From the records below, print exactly the lines starting at the one containing "M1105 262 1111 270 1110 310 1105 302Z" and ending at the one containing "M1125 811 1131", ends included, and nothing else.

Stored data
"""
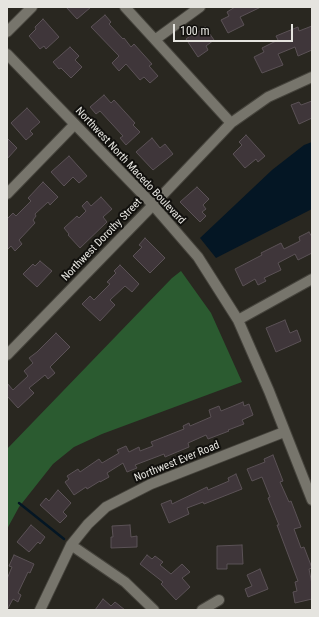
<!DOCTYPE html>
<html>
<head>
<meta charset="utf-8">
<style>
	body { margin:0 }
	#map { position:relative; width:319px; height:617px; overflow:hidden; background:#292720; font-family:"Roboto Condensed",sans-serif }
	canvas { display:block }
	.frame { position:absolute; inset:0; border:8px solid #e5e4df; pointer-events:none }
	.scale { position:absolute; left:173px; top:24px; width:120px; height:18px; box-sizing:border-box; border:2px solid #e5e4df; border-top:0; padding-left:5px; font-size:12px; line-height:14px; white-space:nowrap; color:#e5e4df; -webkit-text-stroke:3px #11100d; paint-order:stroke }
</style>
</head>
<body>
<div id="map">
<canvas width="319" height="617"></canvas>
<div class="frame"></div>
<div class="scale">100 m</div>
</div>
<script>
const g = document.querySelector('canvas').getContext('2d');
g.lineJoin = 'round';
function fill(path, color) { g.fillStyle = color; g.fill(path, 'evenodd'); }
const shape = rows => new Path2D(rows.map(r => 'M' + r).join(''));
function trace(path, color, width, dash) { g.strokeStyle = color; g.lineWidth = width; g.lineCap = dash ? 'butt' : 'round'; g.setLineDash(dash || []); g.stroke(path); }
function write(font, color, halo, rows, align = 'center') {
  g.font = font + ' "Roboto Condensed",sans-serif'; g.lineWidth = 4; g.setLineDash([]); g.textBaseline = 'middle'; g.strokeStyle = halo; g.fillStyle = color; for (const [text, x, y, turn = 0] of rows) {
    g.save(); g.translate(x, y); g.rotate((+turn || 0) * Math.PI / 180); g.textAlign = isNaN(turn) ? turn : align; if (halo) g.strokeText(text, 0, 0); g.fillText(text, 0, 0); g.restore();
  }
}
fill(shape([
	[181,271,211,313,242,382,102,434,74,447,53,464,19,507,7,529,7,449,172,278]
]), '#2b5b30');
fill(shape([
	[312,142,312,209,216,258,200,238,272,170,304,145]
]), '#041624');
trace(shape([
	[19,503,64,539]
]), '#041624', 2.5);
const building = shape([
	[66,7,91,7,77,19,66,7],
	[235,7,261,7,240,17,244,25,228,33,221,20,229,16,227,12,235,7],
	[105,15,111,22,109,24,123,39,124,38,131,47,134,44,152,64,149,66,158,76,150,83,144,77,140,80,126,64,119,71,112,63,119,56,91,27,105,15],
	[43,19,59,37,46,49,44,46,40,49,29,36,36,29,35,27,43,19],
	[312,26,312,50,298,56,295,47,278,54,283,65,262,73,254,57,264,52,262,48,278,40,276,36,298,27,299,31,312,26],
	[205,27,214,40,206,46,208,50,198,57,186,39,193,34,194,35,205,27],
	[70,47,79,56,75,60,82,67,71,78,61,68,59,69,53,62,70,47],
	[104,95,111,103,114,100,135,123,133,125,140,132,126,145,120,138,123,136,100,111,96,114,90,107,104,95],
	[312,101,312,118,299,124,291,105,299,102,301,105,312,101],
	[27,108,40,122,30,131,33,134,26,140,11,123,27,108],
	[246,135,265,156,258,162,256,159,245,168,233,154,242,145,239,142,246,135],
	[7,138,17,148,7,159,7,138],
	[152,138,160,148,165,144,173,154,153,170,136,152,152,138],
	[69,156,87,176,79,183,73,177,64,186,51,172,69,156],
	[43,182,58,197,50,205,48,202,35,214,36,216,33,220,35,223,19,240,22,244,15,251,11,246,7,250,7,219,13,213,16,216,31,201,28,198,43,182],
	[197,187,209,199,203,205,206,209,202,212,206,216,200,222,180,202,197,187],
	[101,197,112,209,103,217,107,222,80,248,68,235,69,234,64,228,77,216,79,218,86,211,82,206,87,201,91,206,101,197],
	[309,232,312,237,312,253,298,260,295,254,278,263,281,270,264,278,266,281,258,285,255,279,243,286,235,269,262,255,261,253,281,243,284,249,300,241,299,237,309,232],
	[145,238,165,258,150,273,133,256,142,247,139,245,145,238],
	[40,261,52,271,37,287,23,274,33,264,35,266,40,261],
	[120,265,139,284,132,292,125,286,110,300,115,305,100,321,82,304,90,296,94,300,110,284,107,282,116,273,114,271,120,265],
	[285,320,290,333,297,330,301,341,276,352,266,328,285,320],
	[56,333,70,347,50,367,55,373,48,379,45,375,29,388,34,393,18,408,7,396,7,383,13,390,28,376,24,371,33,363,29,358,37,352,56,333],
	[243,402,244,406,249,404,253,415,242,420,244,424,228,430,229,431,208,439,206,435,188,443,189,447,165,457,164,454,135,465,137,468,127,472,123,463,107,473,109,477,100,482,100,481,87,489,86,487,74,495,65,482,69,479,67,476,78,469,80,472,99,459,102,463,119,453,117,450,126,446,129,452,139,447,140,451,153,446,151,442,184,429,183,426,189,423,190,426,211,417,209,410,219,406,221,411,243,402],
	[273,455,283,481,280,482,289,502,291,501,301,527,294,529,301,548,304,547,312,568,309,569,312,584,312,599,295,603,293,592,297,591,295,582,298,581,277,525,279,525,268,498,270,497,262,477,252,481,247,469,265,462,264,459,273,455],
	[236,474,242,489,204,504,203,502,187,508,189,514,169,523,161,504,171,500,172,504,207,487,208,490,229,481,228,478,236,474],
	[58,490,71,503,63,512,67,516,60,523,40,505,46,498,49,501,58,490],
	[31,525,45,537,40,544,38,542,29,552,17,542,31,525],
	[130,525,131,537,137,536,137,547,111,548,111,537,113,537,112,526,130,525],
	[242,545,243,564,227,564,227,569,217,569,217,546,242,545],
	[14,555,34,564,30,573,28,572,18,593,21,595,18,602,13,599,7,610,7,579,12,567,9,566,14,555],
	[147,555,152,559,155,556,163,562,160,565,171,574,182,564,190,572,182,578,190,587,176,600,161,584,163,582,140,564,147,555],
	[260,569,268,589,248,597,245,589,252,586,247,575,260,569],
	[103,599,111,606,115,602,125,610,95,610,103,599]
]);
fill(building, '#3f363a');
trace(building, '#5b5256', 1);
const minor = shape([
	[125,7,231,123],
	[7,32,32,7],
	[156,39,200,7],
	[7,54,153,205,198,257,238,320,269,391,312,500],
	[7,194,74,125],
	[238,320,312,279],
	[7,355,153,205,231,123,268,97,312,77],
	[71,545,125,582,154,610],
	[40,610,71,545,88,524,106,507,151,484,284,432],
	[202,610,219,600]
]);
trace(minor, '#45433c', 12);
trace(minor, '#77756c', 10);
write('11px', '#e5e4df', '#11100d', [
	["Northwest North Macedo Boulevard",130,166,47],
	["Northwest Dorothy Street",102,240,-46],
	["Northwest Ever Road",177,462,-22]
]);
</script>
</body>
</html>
"""
"""
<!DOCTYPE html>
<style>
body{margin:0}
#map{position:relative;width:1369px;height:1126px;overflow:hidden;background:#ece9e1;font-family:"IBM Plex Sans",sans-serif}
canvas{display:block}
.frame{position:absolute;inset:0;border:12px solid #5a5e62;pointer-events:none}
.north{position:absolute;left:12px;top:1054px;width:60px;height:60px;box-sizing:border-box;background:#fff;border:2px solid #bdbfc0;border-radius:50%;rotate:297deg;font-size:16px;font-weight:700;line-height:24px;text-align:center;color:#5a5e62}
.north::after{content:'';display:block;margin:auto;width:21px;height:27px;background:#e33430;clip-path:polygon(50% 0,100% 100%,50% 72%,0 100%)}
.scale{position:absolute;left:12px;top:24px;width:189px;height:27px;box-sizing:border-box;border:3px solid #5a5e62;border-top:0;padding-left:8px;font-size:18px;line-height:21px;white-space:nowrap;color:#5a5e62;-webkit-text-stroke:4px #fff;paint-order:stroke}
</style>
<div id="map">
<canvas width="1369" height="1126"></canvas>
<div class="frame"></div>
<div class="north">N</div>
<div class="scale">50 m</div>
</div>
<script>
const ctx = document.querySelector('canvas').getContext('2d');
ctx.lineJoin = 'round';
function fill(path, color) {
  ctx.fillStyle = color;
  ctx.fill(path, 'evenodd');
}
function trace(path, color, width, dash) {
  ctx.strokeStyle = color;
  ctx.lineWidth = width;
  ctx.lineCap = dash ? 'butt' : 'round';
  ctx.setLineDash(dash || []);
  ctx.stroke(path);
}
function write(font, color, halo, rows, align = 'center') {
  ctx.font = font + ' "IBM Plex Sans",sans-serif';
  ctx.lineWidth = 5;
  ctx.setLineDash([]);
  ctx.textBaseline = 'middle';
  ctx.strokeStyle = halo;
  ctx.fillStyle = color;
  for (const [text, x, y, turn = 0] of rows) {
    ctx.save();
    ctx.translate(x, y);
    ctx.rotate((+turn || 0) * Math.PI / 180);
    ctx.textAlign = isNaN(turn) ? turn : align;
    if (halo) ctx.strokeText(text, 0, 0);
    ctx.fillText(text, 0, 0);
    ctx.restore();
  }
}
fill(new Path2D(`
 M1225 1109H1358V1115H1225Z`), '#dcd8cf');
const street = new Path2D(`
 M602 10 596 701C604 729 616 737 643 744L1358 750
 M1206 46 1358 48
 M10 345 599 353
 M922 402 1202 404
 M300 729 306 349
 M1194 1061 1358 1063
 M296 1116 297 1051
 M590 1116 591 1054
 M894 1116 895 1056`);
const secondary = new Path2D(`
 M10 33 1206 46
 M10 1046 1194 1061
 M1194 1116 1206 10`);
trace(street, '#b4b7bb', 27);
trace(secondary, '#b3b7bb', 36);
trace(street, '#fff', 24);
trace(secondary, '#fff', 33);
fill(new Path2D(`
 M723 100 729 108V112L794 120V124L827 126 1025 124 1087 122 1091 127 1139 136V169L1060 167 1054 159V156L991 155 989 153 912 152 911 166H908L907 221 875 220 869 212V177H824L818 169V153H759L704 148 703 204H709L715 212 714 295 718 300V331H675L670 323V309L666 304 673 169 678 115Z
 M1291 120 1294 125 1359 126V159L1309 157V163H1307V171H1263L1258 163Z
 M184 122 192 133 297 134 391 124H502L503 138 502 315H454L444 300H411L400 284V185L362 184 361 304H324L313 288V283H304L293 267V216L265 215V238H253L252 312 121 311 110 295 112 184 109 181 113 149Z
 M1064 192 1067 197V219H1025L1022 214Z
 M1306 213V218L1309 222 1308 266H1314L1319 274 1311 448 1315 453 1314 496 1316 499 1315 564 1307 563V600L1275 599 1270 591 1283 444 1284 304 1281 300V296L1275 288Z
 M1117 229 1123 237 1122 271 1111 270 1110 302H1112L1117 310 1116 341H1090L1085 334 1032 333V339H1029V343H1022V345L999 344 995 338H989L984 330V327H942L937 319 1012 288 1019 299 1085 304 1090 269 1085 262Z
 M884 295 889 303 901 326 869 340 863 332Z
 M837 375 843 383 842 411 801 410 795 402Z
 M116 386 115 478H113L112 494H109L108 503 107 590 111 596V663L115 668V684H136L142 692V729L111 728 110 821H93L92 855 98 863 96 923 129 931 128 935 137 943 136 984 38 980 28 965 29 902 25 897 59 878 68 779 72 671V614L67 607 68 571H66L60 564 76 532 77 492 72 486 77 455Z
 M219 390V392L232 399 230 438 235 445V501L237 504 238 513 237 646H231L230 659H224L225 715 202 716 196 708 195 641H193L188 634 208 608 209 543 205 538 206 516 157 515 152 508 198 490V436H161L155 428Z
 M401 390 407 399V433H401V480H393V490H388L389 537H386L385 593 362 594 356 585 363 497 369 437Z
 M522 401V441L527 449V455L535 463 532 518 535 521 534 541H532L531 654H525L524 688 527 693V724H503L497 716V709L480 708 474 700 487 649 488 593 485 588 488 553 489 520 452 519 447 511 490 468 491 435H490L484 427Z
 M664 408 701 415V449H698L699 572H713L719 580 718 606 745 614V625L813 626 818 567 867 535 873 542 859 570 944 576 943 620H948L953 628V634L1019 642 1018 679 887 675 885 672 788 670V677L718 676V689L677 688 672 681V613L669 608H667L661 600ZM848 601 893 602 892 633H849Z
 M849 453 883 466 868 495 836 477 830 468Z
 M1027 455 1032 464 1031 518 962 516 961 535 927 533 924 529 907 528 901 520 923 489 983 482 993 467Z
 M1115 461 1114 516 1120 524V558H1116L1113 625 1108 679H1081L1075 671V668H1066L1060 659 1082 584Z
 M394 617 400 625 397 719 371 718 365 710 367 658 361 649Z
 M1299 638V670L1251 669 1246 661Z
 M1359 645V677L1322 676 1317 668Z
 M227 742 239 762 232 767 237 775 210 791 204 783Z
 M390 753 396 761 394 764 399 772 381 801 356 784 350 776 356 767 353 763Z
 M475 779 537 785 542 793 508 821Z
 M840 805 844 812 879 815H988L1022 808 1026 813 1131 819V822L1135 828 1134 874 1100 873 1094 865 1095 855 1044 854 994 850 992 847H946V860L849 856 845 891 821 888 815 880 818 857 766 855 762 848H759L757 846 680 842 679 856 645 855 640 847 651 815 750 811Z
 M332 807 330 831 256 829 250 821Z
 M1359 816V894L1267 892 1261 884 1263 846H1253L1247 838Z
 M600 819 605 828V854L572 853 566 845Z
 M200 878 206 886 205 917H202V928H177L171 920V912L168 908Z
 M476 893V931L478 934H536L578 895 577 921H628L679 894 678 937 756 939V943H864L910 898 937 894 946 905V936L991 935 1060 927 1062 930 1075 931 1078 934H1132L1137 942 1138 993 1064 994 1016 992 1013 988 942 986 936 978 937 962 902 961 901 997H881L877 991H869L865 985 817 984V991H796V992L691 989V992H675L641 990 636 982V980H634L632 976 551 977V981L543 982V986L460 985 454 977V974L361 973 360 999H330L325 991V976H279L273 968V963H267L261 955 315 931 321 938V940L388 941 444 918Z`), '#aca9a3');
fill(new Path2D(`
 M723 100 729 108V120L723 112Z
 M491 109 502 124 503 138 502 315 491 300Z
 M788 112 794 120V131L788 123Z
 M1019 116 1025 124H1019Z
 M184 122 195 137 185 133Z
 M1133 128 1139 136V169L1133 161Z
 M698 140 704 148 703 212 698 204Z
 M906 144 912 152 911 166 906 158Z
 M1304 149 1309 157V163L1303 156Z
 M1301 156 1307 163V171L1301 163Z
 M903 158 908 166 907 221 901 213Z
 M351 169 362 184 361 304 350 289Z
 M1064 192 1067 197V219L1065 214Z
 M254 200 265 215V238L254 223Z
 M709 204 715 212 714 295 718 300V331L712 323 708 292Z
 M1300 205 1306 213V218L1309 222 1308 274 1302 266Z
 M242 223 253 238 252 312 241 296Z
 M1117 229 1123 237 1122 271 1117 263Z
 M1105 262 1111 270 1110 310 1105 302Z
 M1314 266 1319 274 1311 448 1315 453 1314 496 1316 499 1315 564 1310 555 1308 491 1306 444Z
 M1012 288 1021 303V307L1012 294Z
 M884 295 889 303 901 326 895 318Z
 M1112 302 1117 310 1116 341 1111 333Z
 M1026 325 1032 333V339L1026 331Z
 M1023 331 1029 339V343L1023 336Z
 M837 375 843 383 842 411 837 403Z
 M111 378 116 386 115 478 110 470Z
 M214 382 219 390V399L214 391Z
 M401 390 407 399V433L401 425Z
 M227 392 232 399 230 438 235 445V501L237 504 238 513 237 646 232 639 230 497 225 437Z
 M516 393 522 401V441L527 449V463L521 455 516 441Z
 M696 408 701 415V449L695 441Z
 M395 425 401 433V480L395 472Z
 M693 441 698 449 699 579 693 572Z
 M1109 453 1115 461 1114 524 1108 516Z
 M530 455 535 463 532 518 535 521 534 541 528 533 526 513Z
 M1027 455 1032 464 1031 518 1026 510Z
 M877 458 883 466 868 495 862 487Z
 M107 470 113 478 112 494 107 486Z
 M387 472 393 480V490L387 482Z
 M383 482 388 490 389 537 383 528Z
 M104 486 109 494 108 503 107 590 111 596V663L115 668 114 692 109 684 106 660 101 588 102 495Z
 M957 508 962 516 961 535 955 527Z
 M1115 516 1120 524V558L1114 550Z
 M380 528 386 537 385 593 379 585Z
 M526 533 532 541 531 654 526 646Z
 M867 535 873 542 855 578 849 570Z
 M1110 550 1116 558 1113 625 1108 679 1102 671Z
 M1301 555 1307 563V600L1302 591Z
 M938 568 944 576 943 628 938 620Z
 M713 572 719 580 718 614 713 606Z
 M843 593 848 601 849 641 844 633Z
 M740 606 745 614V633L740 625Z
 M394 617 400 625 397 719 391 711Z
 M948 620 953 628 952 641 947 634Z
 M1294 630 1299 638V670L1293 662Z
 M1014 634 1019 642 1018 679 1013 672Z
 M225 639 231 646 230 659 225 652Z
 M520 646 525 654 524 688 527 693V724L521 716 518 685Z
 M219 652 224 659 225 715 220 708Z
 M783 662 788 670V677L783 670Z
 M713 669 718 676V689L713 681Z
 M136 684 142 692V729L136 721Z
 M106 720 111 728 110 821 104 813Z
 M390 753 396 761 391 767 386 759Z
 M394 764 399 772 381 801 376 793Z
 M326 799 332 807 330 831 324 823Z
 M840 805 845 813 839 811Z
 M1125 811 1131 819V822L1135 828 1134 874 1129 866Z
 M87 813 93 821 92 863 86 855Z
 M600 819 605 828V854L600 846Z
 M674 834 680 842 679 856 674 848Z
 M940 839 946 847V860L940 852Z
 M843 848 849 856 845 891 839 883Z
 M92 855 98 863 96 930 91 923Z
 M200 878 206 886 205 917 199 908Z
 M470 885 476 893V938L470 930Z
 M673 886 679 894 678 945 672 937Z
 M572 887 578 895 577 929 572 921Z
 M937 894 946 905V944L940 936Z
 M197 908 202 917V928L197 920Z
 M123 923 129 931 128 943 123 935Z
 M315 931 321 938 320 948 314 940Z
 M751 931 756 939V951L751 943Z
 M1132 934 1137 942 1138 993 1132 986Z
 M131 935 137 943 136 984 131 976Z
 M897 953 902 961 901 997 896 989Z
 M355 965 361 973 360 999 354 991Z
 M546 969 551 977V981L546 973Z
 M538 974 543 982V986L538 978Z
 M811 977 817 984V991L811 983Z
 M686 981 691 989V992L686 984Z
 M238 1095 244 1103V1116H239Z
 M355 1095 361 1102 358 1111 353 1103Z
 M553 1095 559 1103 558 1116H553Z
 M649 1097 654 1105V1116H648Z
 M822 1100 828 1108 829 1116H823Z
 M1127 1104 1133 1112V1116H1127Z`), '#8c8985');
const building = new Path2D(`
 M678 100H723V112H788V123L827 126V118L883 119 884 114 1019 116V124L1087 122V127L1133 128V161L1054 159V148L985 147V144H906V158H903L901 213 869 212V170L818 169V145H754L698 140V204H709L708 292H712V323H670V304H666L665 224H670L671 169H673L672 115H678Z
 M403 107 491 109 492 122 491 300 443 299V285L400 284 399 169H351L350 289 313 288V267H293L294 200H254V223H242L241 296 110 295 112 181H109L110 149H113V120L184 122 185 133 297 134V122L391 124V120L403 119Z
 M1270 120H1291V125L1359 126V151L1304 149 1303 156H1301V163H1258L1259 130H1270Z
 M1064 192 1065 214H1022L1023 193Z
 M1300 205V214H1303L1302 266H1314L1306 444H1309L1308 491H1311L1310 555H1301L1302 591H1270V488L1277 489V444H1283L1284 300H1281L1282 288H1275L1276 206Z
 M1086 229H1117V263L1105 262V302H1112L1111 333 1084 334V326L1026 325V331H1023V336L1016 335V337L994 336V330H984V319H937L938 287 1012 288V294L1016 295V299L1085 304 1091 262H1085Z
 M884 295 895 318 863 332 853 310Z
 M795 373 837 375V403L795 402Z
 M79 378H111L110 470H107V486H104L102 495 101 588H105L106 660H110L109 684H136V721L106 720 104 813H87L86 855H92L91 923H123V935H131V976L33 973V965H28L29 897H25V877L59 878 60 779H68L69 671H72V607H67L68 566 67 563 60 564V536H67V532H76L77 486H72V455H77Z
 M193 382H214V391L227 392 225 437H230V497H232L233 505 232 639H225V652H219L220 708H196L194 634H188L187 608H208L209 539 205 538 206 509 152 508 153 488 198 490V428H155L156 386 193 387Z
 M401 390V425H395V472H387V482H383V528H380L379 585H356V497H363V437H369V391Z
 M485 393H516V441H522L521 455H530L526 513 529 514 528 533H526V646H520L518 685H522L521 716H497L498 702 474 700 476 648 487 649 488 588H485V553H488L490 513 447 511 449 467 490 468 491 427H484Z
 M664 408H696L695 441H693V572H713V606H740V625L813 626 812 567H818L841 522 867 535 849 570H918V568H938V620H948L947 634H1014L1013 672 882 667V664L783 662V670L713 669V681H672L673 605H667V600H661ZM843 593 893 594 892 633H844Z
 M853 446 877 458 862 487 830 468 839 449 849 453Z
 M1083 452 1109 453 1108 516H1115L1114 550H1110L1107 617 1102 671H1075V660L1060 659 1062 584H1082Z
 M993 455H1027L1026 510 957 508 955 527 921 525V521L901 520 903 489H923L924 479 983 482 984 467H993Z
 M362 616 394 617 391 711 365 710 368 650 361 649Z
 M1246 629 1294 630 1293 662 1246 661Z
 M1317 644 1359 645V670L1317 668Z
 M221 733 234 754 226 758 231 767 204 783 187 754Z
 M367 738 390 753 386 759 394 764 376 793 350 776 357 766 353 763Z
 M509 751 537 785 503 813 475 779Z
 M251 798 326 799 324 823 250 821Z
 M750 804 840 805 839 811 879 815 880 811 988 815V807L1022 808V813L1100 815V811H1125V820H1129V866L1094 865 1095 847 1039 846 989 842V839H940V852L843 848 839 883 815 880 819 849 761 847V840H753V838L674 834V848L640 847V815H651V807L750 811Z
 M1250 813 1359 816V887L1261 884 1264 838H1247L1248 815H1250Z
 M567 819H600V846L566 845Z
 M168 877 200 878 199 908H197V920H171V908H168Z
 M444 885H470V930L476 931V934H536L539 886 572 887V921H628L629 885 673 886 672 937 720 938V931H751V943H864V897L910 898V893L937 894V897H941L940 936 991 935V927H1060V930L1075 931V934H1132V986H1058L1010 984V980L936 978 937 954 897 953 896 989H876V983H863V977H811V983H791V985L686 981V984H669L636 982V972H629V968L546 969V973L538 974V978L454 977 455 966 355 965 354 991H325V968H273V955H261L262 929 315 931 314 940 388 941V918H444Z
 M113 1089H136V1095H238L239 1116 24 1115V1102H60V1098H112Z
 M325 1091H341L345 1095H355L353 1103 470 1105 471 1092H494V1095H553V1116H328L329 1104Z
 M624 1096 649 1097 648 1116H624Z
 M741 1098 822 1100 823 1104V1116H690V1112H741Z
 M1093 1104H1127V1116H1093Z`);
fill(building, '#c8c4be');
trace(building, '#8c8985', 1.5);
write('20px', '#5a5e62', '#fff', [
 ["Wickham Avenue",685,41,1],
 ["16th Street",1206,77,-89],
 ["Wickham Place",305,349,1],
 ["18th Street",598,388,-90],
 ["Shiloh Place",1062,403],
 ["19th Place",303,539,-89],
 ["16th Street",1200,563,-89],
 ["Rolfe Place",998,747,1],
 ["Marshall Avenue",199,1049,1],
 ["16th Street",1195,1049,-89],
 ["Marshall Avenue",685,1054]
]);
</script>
"""
# Response box
 M1105 262 1111 270 1110 310 1105 302Z
 M1314 266 1319 274 1311 448 1315 453 1314 496 1316 499 1315 564 1310 555 1308 491 1306 444Z
 M1012 288 1021 303V307L1012 294Z
 M884 295 889 303 901 326 895 318Z
 M1112 302 1117 310 1116 341 1111 333Z
 M1026 325 1032 333V339L1026 331Z
 M1023 331 1029 339V343L1023 336Z
 M837 375 843 383 842 411 837 403Z
 M111 378 116 386 115 478 110 470Z
 M214 382 219 390V399L214 391Z
 M401 390 407 399V433L401 425Z
 M227 392 232 399 230 438 235 445V501L237 504 238 513 237 646 232 639 230 497 225 437Z
 M516 393 522 401V441L527 449V463L521 455 516 441Z
 M696 408 701 415V449L695 441Z
 M395 425 401 433V480L395 472Z
 M693 441 698 449 699 579 693 572Z
 M1109 453 1115 461 1114 524 1108 516Z
 M530 455 535 463 532 518 535 521 534 541 528 533 526 513Z
 M1027 455 1032 464 1031 518 1026 510Z
 M877 458 883 466 868 495 862 487Z
 M107 470 113 478 112 494 107 486Z
 M387 472 393 480V490L387 482Z
 M383 482 388 490 389 537 383 528Z
 M104 486 109 494 108 503 107 590 111 596V663L115 668 114 692 109 684 106 660 101 588 102 495Z
 M957 508 962 516 961 535 955 527Z
 M1115 516 1120 524V558L1114 550Z
 M380 528 386 537 385 593 379 585Z
 M526 533 532 541 531 654 526 646Z
 M867 535 873 542 855 578 849 570Z
 M1110 550 1116 558 1113 625 1108 679 1102 671Z
 M1301 555 1307 563V600L1302 591Z
 M938 568 944 576 943 628 938 620Z
 M713 572 719 580 718 614 713 606Z
 M843 593 848 601 849 641 844 633Z
 M740 606 745 614V633L740 625Z
 M394 617 400 625 397 719 391 711Z
 M948 620 953 628 952 641 947 634Z
 M1294 630 1299 638V670L1293 662Z
 M1014 634 1019 642 1018 679 1013 672Z
 M225 639 231 646 230 659 225 652Z
 M520 646 525 654 524 688 527 693V724L521 716 518 685Z
 M219 652 224 659 225 715 220 708Z
 M783 662 788 670V677L783 670Z
 M713 669 718 676V689L713 681Z
 M136 684 142 692V729L136 721Z
 M106 720 111 728 110 821 104 813Z
 M390 753 396 761 391 767 386 759Z
 M394 764 399 772 381 801 376 793Z
 M326 799 332 807 330 831 324 823Z
 M840 805 845 813 839 811Z
 M1125 811 1131 819V822L1135 828 1134 874 1129 866Z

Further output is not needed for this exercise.